DESCRIPTION OF THE TASK
Every line from the one containing "fill:none; stroke:#c2185b; stroke-width:3.5" to the one containing "fill:#f7e9cd; stroke:#716558; stroke-width:2" in the records below, both included, must be set down exactly, and no other line.

[[ RECORD EXTRACTS open ]]

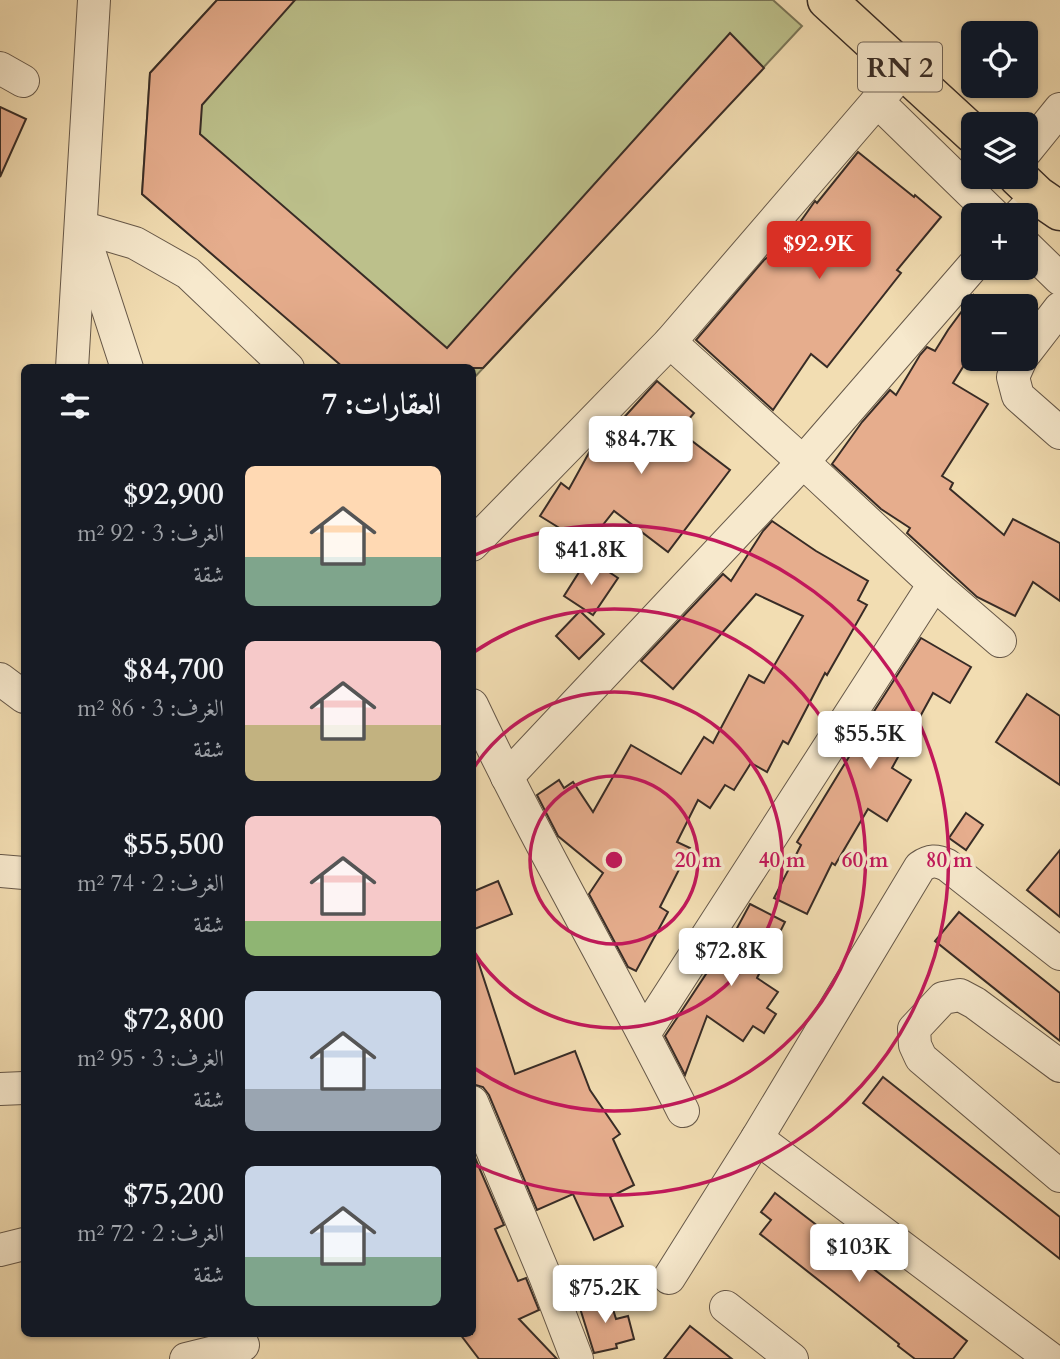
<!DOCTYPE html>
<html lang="ar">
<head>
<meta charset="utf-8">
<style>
  body { margin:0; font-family:Cardo,Amiri,serif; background:#242831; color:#f1f3f6; direction:rtl; height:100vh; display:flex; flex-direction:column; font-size:26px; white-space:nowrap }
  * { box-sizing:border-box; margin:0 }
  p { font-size:23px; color:#9ea1a6 }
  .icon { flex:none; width:38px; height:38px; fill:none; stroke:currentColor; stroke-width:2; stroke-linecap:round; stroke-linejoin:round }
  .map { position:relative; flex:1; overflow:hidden; direction:ltr }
  .panel { position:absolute; left:21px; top:364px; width:455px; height:973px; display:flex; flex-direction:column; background:#171b24; border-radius:10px; box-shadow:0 2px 5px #0004; direction:rtl }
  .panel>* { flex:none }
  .buttons { position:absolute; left:961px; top:21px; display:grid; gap:14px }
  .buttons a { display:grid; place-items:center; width:77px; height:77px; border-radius:10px; background:#171b24; box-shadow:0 2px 5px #0004; font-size:35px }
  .price { position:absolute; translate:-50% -60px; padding:0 16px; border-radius:7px; background:#fff; color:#222; font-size:23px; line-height:46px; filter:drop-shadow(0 2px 4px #0008) }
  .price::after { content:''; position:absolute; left:50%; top:42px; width:21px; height:16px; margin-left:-10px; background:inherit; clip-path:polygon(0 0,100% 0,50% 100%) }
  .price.selected { background:#d93025; color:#fff }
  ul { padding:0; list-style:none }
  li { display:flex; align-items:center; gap:21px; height:175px; padding:0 35px }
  li span { display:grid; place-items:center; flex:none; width:196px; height:140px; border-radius:10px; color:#555 }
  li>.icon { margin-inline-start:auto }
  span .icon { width:84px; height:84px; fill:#fffc; stroke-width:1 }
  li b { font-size:30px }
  h2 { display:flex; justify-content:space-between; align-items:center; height:84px; padding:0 35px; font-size:30px }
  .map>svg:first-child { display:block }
  .green { fill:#bcc08b; stroke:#7a7658; stroke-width:2 }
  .building { fill:#e6ad8d; stroke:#382c26; stroke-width:2 }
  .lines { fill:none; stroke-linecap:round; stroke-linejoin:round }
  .minor-casing { stroke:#665849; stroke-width:34 }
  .highway-casing { stroke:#382c26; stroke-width:41 }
  .minor { stroke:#f7e9cd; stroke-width:32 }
  .highway { stroke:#f2ddb2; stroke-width:38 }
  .ring { fill:none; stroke:#c2185b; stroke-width:3.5 }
  .labels { text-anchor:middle; stroke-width:7; stroke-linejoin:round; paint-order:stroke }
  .shield { fill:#f7e9cd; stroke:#716558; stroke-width:2 }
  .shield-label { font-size:28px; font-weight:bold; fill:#382c26 }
  .centre { fill:#c2185b; stroke:#f7e9cd; stroke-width:3.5 }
  .ring-label { font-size:21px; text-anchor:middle; font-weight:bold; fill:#c2185b; stroke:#f7e9cd; stroke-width:7; stroke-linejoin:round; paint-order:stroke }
</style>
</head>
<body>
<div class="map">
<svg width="1060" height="1359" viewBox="0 0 1060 1359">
  <rect width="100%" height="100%" fill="#f2ddb2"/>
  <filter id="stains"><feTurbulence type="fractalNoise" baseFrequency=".00286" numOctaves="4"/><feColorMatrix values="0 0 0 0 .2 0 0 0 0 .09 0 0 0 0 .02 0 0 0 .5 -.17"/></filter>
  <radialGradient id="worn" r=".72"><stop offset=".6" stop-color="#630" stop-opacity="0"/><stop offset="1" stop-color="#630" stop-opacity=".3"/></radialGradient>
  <!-- green -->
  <polygon class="green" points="217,0 773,0 802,26 473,379 472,368 344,367 142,194 150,73"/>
  <!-- building -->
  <g class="building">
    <polygon points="217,0 295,0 202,105 200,134 447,348 730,33 764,68 483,368 344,368 142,194 150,73"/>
    <polygon points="0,107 26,119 0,177"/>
    <polygon points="858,152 914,197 915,195 941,217 897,270 901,273 827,367 811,354 773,410 696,340 764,260 784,245 815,201 817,203"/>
    <polygon points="973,296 973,351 953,383 988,404 942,476 953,483 950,489 1004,535 1013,519 1060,543 1060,601 1033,582 1015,616 977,597 907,533 910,528 881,509 832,464 862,422 890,390 896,395 920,355 927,347 935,351 948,330"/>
    <polygon points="657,381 694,413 679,431 730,470 668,552 614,511 587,545 540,516 561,483 569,489 591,449 608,432 610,433"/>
    <polygon points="772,521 816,551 868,581 858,600 867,605 827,675 825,673 788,744 783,741 767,772 751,763 734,790 725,785 710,808 698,800 677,842 690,848 660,907 668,912 636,971 628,967 589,894 603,873 558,836 537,795 559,780 564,788 573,782 593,812 631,745 681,774 704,737 713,743 749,675 764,683 803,616 756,594 673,689 641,661 723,574 731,581 763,531"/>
    <polygon points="588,558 618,578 593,615 564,596"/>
    <polygon points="580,611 604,634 579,659 556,636"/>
    <polygon points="921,638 971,667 950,703 933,693 892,768 911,780 887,821 868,809 835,865 832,863 807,914 774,898 801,845 797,842 858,742 855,741"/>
    <polygon points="1027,694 1060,716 1060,785 996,742"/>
    <polygon points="966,813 983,825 966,850 949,838"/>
    <polygon points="1060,850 1060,917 1027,890"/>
    <polygon points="498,881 512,914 472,930 472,892"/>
    <polygon points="750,904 785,922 757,978 778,992 767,1008 776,1014 764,1033 753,1026 743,1041 707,1016 685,1075 665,1036 720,953 723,954"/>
    <polygon points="959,912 1060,993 1060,1041 935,941"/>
    <polygon points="472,958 477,958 515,1074 575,1051 590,1090 620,1134 613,1139 634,1185 610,1197 623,1226 594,1240 573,1194 537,1210 489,1095 483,1087 472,1084"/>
    <polygon points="883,1077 1060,1217 1060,1259 863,1103"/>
    <polygon points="472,1151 504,1225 495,1229 518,1281 526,1278 539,1310 519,1319 557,1359 479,1359 460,1334 472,1334"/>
    <polygon points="775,1193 967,1341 953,1359 915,1359 898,1346 899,1344 835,1293 760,1234 771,1220 761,1212"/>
    <polygon points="609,1296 616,1319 628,1316 634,1339 616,1344 617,1348 594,1353 579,1305"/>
    <polygon points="690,1326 732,1359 664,1359"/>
  </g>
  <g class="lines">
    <defs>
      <g id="minor">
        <polyline points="0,68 23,81"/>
        <polyline points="877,101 994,215"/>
        <polyline points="1026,151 1060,109"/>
        <polyline points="1019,215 1038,196"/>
        <polyline points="81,227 135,243 188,273 288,368"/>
        <polyline points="86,242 127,368"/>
        <polyline points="1026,246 1060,279"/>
        <polyline points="670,342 803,462 934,584 1000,641"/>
        <polyline points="1026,352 1060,308"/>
        <polyline points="1021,359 1013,377 1018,396 1060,433"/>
        <polyline points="72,368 94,0"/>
        <polyline points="472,545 670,342 904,70"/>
        <polyline points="0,679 24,697"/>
        <path d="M 472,705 C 537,843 615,975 683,1111"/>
        <polyline points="507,777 803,462 973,266"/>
        <polyline points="0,871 24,873"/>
        <polyline points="644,1034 934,584"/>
        <polyline points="1060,1066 975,1003 960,995 943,998 914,1029 915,1045 921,1058 1060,1176"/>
        <polyline points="0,1089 24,1088"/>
        <polyline points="472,1102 545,1276 577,1359"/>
        <polyline points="757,1138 1051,1359"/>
        <polyline points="0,1250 24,1244"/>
        <path d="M 669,1278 L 757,1138 L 920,867 C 930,860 936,860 947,865 L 1060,954"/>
        <polyline points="726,1307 792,1359"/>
        <polyline points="186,1359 243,1345"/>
      </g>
      <g id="highway">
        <polyline points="827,0 973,134"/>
        <polyline points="1018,177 1038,196 1060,211"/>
      </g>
    </defs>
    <!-- minor casing -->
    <use href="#minor" class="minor-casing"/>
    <!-- highway casing -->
    <use href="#highway" class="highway-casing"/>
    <!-- minor -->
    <use href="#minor" class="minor"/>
    <!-- highway -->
    <use href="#highway" class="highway"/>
  </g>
  <!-- distance rings -->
  <g class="ring">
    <circle cx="614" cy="860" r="84"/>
    <path d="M473 769A168 168 0 1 1 473 951"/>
    <path d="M474 652A251 251 0 1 1 474 1068"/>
    <path d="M475 555A335 335 0 1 1 475 1165"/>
  </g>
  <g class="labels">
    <!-- shield labels -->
    <rect class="shield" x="858" y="42.5" width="84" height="49" rx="5"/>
    <g class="shield-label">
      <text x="900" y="77">RN 2</text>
    </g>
  </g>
  <circle cx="614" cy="860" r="10" class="centre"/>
  <g class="ring-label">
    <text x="698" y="867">20 m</text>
    <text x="782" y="867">40 m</text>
    <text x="865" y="867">60 m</text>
    <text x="949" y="867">80 m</text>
  </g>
  <rect width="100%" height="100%" filter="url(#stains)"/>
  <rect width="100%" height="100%" fill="url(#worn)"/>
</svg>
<div class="buttons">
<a><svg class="icon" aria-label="locate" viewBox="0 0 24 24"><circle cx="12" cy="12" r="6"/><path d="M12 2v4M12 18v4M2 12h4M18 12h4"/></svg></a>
<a><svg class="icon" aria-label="layers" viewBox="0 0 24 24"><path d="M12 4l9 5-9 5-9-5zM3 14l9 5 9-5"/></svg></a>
<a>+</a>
<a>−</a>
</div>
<b class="price selected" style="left:819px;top:281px">$92.9K</b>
<b class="price" style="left:641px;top:476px">$84.7K</b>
<b class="price" style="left:591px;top:587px">$41.8K</b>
<b class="price" style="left:870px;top:771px">$55.5K</b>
<b class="price" style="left:731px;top:988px">$72.8K</b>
<b class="price" style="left:859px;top:1284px">$103K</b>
<b class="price" style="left:605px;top:1325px">$75.2K</b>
<section class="panel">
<h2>العقارات: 7<svg class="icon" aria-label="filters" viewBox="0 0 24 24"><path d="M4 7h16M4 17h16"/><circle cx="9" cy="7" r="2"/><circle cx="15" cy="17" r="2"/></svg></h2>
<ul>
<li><span style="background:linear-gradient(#ffd9b3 65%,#7fa58c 0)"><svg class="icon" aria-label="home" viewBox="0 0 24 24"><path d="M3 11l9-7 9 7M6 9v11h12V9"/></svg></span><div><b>$92,900</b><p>الغرف: 3 · 92 m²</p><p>شقة</p></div></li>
<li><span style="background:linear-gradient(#f6c9c9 60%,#c2b280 0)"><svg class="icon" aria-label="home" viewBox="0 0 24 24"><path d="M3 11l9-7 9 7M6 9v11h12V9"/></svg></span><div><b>$84,700</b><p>الغرف: 3 · 86 m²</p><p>شقة</p></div></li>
<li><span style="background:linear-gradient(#f6c9c9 75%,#8fb573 0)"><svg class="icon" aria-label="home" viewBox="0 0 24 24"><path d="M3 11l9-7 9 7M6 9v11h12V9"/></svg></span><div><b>$55,500</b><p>الغرف: 2 · 74 m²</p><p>شقة</p></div></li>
<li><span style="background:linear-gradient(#c9d6e8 70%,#9aa5b1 0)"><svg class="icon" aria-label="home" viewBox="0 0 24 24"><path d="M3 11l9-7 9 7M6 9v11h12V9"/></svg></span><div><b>$72,800</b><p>الغرف: 3 · 95 m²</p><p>شقة</p></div></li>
<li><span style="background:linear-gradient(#c9d6e8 65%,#7fa58c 0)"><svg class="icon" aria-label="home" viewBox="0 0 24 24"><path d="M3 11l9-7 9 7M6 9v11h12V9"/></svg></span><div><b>$75,200</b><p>الغرف: 2 · 72 m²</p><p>شقة</p></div></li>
</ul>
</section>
</div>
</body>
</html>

[[ RECORD EXTRACTS closed ]]

RESPONSE BOX
  .ring { fill:none; stroke:#c2185b; stroke-width:3.5 }
  .labels { text-anchor:middle; stroke-width:7; stroke-linejoin:round; paint-order:stroke }
  .shield { fill:#f7e9cd; stroke:#716558; stroke-width:2 }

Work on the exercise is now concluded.